RECORDS SHOWN —
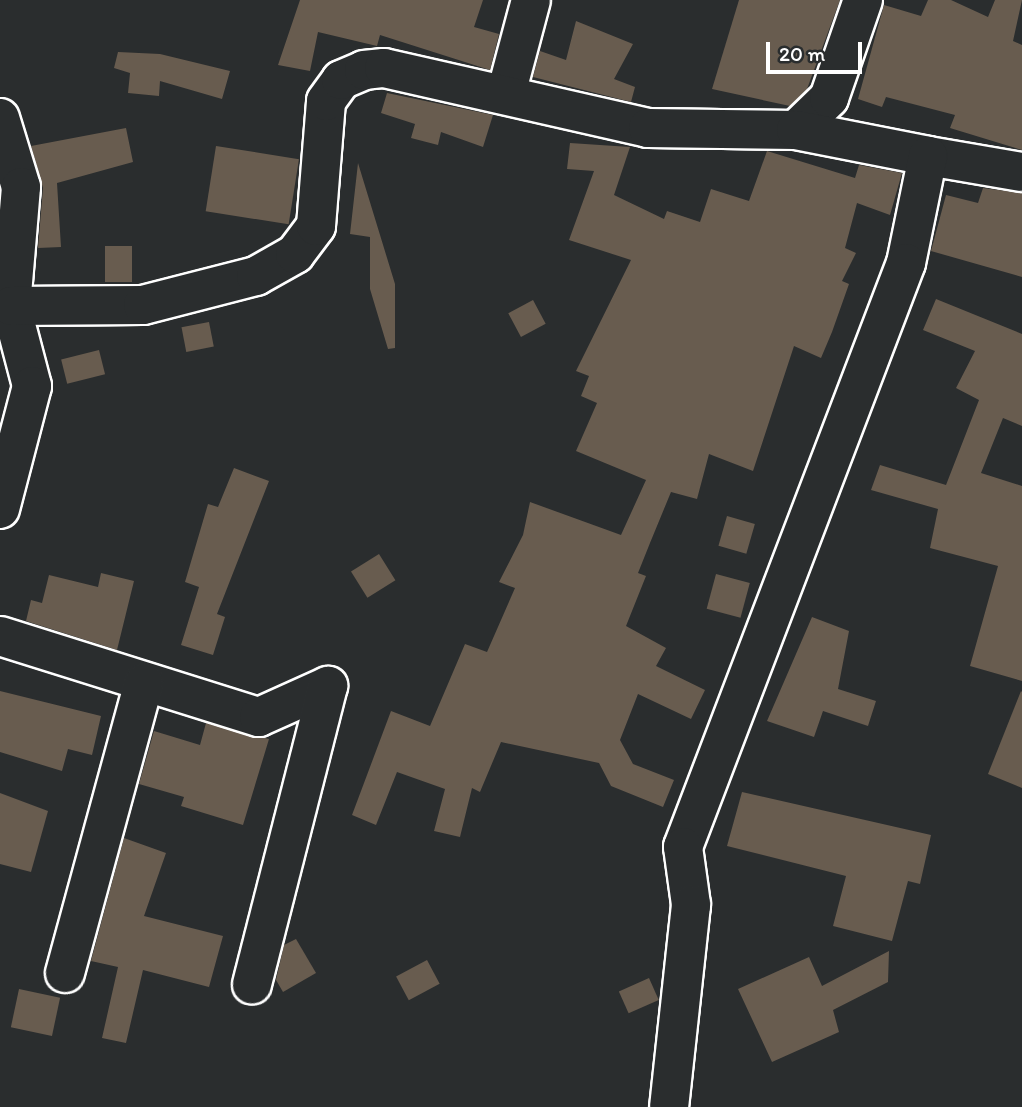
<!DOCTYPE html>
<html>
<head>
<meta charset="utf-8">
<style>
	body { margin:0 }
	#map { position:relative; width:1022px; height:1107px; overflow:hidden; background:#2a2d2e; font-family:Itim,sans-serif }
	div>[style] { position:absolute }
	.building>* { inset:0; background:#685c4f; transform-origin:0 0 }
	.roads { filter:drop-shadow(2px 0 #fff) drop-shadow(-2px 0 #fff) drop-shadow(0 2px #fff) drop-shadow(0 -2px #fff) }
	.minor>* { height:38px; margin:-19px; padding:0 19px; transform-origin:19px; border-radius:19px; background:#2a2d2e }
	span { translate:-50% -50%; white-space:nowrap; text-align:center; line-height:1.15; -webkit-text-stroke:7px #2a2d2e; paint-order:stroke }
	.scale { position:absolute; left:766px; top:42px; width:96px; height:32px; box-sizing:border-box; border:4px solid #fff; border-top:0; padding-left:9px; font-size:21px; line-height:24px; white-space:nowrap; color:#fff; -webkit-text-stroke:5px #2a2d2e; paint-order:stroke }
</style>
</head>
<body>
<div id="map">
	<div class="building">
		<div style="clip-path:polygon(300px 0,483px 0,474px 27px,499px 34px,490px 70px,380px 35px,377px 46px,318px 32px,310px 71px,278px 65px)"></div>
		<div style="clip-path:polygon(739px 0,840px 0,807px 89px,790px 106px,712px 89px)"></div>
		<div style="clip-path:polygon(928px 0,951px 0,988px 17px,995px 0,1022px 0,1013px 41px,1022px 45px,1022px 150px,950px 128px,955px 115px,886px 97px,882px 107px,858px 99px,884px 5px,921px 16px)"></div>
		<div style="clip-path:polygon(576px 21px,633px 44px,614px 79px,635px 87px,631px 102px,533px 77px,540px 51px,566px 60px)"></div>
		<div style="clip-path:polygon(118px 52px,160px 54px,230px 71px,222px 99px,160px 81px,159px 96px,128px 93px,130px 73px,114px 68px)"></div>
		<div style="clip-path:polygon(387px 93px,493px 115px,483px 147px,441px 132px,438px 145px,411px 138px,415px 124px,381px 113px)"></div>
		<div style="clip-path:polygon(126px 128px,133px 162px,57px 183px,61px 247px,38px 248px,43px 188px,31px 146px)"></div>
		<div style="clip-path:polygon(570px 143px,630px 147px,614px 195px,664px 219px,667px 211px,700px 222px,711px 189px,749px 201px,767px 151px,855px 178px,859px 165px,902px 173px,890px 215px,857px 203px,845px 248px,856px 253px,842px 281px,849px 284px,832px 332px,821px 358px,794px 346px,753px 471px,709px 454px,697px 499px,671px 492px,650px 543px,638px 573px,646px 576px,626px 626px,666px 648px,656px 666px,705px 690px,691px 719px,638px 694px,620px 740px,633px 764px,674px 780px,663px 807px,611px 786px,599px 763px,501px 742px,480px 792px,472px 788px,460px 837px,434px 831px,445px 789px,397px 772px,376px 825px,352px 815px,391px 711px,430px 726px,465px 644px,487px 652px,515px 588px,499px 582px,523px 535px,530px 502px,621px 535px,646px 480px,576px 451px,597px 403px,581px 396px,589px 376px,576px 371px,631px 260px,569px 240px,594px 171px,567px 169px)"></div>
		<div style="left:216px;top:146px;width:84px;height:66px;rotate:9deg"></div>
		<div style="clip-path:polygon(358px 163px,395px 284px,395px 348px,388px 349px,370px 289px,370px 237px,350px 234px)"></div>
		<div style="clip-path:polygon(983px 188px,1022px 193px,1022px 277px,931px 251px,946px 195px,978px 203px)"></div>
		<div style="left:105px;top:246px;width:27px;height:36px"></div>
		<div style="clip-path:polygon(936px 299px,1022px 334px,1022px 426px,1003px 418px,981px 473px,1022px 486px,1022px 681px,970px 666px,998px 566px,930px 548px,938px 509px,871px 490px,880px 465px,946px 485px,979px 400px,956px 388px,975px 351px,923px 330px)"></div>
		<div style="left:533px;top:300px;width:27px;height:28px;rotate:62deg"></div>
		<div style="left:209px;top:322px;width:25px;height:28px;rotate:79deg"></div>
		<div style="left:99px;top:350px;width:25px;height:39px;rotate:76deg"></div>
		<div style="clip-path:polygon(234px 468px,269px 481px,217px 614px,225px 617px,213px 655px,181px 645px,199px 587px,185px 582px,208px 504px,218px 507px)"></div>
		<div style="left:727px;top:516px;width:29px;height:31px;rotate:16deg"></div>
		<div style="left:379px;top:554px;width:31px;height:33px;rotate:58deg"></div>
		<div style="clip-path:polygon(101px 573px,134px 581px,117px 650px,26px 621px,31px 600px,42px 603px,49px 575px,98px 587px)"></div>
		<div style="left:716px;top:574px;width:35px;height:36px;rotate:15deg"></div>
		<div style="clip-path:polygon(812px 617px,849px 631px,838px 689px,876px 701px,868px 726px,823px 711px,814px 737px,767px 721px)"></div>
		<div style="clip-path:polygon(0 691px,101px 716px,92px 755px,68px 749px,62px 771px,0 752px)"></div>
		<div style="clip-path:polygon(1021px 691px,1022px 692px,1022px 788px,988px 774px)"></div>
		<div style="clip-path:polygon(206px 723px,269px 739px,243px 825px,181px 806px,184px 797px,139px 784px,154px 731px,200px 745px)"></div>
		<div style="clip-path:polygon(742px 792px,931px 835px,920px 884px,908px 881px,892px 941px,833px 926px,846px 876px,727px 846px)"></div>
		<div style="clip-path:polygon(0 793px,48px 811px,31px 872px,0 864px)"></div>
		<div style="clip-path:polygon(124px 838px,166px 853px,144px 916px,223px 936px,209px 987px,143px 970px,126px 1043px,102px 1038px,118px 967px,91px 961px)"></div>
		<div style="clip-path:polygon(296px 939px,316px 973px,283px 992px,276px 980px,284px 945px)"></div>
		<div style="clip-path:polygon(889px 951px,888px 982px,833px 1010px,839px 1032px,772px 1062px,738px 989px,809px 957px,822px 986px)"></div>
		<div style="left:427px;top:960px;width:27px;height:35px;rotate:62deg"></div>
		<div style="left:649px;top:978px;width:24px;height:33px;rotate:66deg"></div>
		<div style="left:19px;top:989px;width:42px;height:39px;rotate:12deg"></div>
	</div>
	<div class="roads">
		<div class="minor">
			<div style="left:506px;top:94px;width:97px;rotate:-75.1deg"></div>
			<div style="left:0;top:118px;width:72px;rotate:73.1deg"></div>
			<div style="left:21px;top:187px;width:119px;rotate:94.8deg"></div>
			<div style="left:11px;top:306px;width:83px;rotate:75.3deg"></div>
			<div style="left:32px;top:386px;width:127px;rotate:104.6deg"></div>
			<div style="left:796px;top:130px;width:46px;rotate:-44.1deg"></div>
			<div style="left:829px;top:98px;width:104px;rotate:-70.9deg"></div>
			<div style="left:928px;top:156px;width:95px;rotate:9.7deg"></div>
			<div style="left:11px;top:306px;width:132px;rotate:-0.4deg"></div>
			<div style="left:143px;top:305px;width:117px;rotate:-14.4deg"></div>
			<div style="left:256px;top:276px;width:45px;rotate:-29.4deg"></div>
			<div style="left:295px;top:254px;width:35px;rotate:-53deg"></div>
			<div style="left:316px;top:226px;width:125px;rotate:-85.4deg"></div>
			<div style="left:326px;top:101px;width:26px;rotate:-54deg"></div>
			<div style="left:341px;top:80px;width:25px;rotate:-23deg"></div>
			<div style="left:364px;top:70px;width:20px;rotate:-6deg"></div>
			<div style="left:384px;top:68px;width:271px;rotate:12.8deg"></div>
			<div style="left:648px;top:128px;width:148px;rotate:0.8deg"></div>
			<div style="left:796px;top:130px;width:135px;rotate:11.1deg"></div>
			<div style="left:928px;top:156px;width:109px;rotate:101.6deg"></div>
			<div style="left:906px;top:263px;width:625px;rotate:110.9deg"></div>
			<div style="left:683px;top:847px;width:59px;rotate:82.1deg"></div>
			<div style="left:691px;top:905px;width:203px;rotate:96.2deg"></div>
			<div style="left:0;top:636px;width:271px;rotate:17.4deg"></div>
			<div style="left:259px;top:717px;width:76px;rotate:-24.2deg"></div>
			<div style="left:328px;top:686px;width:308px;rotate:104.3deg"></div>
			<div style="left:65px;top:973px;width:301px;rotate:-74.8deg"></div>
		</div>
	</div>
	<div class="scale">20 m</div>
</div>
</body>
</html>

TASK — Please reproduce, word for word, every line from the first line of the records above through the line containing "translate:-50% -50%; white-space:nowrap;", and leave out the pictures.

ANSWER SPACE —
<!DOCTYPE html>
<html>
<head>
<meta charset="utf-8">
<style>
	body { margin:0 }
	#map { position:relative; width:1022px; height:1107px; overflow:hidden; background:#2a2d2e; font-family:Itim,sans-serif }
	div>[style] { position:absolute }
	.building>* { inset:0; background:#685c4f; transform-origin:0 0 }
	.roads { filter:drop-shadow(2px 0 #fff) drop-shadow(-2px 0 #fff) drop-shadow(0 2px #fff) drop-shadow(0 -2px #fff) }
	.minor>* { height:38px; margin:-19px; padding:0 19px; transform-origin:19px; border-radius:19px; background:#2a2d2e }
	span { translate:-50% -50%; white-space:nowrap; text-align:center; line-height:1.15; -webkit-text-stroke:7px #2a2d2e; paint-order:stroke }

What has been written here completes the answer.